Find the exact value of sin(75 degrees) = sin(pi/12 x 5) = sin(45 + 30).

sin(75) = sin(45 + 30) = sin45 cos30 + cos45 sin30

= (sqrt(2)/2)(sqrt(3)/2) + (sqrt(2)/2)(1/2)

= sqrt(6)/4 + sqrt(2)/4

= (sqrt(6) + sqrt(2))/4

Worked Example 2

Find the exact value of cos(15 degrees) = cos(45 - 30).

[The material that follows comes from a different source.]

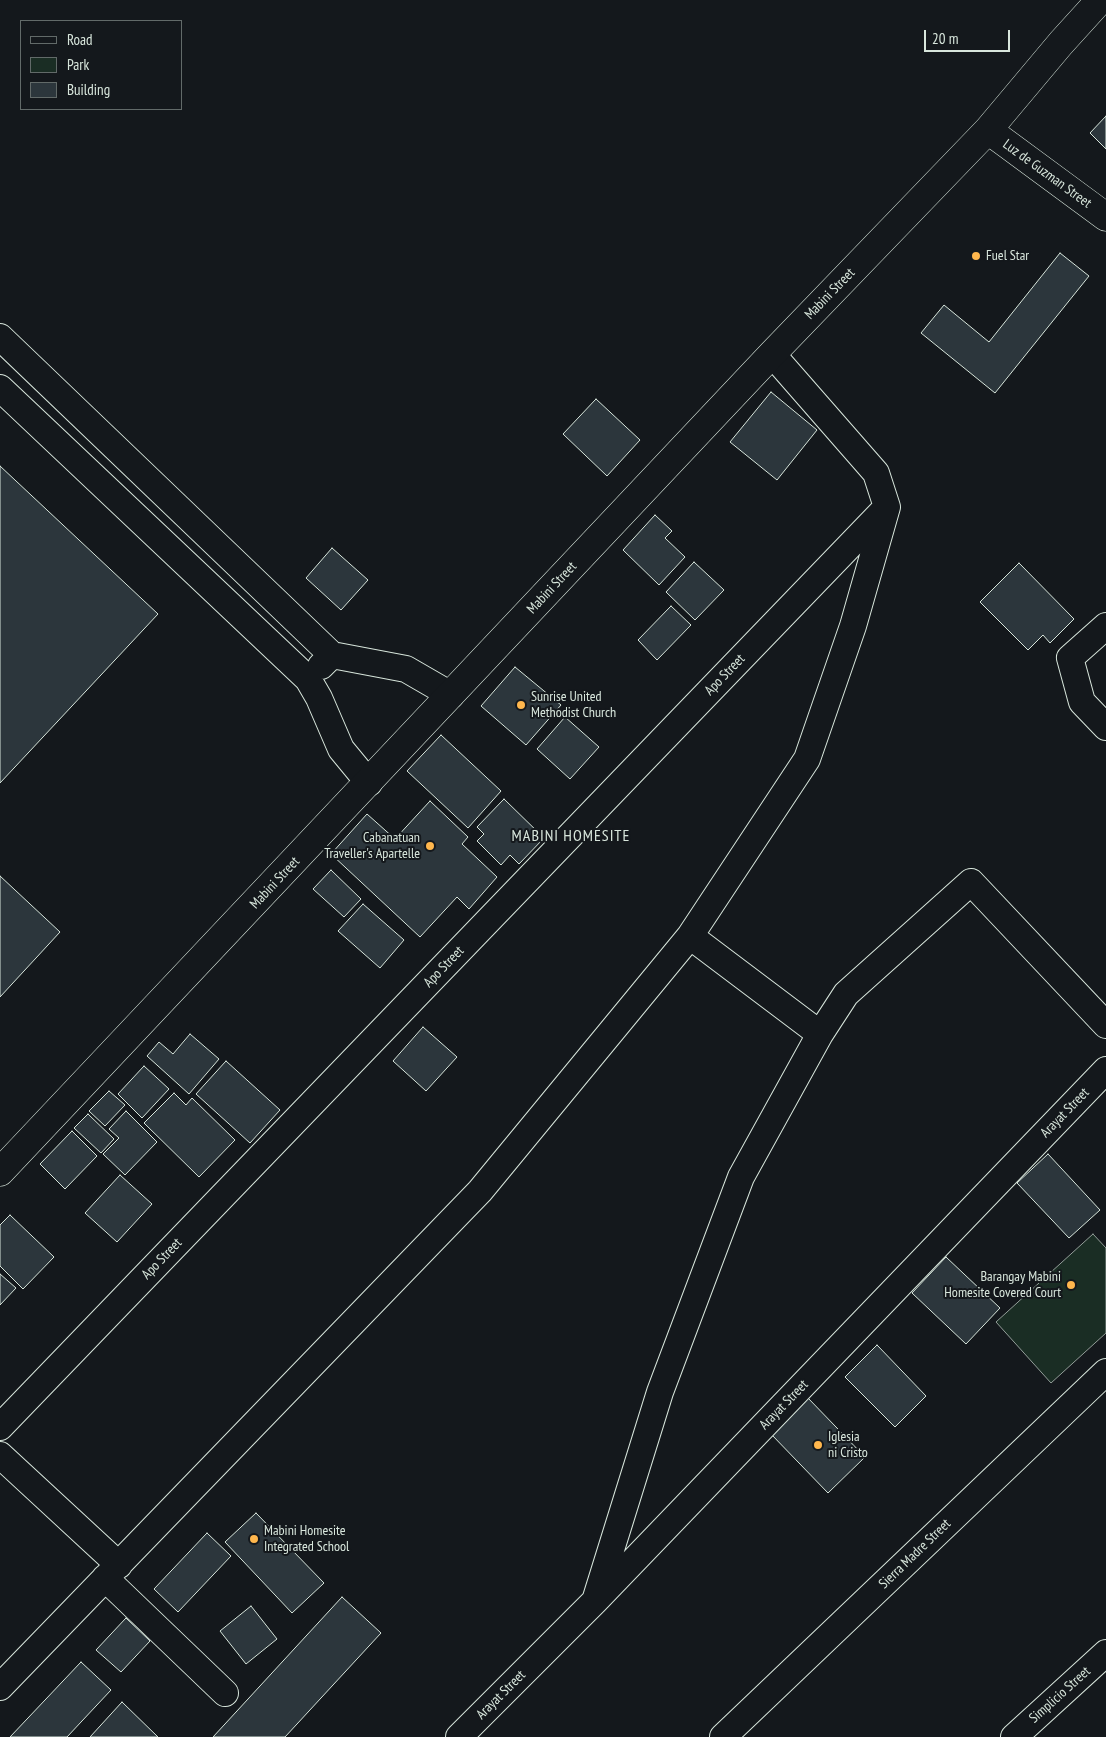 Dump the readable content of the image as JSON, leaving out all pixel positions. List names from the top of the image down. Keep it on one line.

cos(15) = cos45 cos30 + sin45 sin30

= (sqrt(2)/2)(sqrt(3)/2) + (sqrt(2)/2)(1/2)

= sqrt(6)/4 + sqrt(2)/4

= (sqrt(6) + sqrt(2))/4

Note: sin(75) = cos(15), as expected since 75 + 15 = 90.

Worked Example 3

Find the exact value of tan(105 degrees) = tan(60 + 45).

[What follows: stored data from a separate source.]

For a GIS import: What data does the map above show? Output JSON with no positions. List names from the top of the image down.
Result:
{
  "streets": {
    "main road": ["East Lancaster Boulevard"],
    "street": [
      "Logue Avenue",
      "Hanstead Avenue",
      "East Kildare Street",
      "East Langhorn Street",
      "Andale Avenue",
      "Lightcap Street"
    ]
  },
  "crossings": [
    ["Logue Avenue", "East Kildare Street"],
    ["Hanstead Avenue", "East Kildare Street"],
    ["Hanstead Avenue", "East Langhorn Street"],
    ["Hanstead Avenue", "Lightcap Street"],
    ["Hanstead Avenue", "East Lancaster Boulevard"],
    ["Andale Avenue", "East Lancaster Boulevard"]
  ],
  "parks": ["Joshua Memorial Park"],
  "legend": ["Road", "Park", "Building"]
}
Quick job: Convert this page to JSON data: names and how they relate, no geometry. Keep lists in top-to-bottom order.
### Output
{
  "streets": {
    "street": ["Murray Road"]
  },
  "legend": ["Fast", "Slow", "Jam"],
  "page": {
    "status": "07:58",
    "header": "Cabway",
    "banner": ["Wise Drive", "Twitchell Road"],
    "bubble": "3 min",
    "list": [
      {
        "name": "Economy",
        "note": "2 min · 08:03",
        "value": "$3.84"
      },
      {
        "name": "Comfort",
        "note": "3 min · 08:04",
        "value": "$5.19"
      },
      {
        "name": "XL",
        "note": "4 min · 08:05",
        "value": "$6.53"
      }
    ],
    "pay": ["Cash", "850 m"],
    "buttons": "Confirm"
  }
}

tan(105) = (tan60 + tan45) / (1 - tan60 x tan45)

= (sqrt(3) + 1) / (1 - sqrt(3))

Rationalise: multiply top and bottom by (1 + sqrt(3)):

= (sqrt(3) + 1)(1 + sqrt(3)) / (1 - sqrt(3))(1 + sqrt(3))

= (sqrt(3) + 3 + 1 + sqrt(3)) / (1 - 3)

= (4 + 2sqrt(3)) / (-2)

= -2 - sqrt(3)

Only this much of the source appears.